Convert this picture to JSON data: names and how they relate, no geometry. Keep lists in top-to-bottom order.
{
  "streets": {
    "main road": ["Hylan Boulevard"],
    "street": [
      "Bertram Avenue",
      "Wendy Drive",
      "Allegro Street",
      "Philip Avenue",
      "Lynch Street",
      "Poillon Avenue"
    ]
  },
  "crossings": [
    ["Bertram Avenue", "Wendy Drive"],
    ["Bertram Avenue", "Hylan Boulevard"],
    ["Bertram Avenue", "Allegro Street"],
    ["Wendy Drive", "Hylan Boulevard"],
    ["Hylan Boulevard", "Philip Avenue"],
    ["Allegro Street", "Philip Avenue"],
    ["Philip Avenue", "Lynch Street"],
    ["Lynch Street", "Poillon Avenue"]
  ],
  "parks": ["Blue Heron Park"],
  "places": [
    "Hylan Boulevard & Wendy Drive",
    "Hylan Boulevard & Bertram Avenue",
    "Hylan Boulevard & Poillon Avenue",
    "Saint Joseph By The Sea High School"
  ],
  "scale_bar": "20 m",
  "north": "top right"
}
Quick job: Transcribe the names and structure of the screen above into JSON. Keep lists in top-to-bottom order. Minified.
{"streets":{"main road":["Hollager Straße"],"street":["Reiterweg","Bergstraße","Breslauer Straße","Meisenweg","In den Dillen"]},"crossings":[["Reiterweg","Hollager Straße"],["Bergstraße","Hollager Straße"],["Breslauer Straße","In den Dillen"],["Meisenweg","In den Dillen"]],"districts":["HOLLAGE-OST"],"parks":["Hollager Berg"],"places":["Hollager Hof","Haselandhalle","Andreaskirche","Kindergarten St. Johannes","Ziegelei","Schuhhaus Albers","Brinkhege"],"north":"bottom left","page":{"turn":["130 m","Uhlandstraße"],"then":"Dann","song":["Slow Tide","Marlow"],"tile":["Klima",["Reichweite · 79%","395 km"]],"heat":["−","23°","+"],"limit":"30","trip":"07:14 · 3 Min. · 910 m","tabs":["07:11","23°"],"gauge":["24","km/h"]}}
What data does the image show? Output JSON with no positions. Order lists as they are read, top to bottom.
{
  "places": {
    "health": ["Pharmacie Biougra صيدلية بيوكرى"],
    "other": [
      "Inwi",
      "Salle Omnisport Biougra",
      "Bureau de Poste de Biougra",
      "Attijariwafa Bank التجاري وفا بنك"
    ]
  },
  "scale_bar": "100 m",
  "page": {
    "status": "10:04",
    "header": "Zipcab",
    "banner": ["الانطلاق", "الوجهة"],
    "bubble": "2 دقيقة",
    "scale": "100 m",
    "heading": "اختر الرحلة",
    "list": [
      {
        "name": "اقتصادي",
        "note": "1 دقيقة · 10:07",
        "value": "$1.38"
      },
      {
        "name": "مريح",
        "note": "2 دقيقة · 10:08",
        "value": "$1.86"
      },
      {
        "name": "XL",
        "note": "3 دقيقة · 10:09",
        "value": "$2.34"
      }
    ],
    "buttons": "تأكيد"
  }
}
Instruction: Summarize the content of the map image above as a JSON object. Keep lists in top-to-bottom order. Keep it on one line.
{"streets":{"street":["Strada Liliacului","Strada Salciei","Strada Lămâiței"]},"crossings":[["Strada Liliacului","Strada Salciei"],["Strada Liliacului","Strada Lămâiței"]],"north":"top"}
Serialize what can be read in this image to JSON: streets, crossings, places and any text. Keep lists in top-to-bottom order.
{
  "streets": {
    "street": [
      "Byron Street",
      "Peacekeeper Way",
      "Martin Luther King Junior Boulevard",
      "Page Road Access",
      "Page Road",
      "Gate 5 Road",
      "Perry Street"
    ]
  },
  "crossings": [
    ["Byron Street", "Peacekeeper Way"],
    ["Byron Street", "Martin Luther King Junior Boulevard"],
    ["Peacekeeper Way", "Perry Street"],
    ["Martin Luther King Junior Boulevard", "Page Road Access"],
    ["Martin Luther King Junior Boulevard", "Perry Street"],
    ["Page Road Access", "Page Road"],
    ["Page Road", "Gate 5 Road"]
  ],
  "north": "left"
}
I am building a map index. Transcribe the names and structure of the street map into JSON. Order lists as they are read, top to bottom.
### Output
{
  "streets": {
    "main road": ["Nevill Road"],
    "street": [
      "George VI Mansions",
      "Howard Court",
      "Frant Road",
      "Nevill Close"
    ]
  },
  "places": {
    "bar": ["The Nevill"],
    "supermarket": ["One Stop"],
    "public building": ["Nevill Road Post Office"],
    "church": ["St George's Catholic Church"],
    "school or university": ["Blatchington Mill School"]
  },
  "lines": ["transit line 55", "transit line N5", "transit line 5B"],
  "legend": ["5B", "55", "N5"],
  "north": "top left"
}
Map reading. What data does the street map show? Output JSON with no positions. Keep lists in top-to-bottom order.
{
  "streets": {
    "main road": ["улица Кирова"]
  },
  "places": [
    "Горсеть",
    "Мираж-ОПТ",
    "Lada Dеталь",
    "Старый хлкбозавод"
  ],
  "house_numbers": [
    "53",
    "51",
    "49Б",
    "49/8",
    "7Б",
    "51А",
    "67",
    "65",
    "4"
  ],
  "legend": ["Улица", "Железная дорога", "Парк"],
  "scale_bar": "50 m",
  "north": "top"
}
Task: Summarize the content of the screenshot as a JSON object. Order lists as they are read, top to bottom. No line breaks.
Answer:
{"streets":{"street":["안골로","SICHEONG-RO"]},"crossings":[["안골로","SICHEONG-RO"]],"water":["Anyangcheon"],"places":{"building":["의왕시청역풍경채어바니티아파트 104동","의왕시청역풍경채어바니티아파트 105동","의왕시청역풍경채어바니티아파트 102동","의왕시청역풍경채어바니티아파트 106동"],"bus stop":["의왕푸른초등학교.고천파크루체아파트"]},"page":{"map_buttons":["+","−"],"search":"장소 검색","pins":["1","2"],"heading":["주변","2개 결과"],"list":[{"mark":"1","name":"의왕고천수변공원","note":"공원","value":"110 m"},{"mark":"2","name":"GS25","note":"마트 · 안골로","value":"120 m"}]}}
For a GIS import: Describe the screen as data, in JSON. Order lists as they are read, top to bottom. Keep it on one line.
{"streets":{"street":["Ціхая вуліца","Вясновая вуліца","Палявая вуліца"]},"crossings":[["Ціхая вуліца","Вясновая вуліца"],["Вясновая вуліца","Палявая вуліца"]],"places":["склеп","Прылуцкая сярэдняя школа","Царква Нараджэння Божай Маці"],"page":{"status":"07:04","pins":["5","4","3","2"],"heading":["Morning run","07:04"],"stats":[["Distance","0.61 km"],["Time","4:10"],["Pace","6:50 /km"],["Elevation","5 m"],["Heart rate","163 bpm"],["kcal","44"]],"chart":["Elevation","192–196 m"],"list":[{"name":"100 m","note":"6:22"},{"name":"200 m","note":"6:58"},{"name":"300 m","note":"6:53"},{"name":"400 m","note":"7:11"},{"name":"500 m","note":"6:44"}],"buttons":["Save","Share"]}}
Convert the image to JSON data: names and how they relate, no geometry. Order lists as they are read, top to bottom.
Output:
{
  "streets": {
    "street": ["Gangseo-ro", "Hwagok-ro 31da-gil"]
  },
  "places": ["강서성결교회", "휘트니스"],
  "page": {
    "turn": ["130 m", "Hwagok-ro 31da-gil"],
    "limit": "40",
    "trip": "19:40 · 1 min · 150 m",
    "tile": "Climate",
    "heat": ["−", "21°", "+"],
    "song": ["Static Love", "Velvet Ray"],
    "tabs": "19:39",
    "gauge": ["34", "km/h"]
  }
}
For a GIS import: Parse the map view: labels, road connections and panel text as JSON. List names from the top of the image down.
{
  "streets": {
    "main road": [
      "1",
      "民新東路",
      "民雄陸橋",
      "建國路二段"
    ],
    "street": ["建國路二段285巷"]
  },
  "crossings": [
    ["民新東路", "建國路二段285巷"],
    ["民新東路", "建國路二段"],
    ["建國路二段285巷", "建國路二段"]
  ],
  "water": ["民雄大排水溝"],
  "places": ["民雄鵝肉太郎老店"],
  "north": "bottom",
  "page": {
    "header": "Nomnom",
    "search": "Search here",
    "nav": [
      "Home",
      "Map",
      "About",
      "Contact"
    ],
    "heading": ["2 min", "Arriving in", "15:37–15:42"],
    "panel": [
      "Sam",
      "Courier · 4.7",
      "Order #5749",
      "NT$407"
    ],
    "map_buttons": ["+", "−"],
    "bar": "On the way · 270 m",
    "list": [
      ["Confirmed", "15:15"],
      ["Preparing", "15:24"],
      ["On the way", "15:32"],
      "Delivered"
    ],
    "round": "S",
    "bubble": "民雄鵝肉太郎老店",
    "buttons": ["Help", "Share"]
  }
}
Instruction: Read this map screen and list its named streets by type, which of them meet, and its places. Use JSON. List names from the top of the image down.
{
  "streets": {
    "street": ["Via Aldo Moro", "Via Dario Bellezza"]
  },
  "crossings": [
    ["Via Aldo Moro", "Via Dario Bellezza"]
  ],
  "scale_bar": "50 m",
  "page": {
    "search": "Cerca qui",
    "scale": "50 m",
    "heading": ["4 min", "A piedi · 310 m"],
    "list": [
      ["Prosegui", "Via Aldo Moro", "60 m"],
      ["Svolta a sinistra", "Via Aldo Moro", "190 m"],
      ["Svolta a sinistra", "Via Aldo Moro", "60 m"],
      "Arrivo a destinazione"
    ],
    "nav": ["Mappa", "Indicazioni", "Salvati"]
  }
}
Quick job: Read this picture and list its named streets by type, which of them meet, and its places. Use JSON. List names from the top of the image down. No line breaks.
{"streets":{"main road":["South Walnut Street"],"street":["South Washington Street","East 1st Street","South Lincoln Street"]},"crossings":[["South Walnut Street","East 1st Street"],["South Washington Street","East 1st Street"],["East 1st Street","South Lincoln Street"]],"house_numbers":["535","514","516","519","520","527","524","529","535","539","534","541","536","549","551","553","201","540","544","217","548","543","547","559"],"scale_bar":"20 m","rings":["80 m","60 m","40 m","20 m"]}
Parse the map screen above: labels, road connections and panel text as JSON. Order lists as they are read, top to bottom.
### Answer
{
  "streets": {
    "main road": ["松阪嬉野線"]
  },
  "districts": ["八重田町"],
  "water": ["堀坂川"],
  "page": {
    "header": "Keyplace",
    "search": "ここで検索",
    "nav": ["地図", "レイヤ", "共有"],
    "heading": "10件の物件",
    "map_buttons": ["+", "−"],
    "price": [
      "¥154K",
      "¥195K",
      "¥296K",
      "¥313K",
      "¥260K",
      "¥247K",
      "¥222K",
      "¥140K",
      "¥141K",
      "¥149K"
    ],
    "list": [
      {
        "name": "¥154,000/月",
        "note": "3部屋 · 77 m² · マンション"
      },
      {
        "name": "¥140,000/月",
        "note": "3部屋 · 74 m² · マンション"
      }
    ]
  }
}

Task brief
Taking the listing above as the source, transcribe only the lines starting at the line with "Quick job: Read" and going through the line with "Parse the map screen", unaltered and with both ends included.

Task answer
Quick job: Read this picture and list its named streets by type, which of them meet, and its places. Use JSON. List names from the top of the image down. No line breaks.
{"streets":{"main road":["South Walnut Street"],"street":["South Washington Street","East 1st Street","South Lincoln Street"]},"crossings":[["South Walnut Street","East 1st Street"],["South Washington Street","East 1st Street"],["East 1st Street","South Lincoln Street"]],"house_numbers":["535","514","516","519","520","527","524","529","535","539","534","541","536","549","551","553","201","540","544","217","548","543","547","559"],"scale_bar":"20 m","rings":["80 m","60 m","40 m","20 m"]}
Parse the map screen above: labels, road connections and panel text as JSON. Order lists as they are read, top to bottom.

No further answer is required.